▸ **WHAT YOU SHOULD DO**
Give a count of the lines below that have the string "Antônio" in them, with no other words.

RECORDS PROVIDED Block Start

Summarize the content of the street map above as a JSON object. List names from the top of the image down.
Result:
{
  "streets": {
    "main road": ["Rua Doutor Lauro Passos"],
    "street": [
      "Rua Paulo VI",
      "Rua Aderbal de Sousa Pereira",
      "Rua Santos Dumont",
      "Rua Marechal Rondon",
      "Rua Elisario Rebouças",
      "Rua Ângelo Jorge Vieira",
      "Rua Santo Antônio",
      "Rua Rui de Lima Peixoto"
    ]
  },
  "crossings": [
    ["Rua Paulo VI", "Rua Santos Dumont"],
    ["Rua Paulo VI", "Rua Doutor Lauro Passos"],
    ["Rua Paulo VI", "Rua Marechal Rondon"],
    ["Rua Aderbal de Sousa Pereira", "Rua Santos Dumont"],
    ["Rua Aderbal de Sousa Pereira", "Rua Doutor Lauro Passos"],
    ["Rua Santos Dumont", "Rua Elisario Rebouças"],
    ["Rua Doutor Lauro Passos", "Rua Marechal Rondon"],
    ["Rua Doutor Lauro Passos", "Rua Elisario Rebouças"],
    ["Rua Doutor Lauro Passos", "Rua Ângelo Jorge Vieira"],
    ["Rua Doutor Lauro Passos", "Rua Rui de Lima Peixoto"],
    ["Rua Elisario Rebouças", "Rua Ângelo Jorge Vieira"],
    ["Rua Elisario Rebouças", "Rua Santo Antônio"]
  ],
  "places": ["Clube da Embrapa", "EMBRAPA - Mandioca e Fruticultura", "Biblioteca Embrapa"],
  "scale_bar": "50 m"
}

RECORDS PROVIDED Block End

▸ **ANSWER BELOW**
2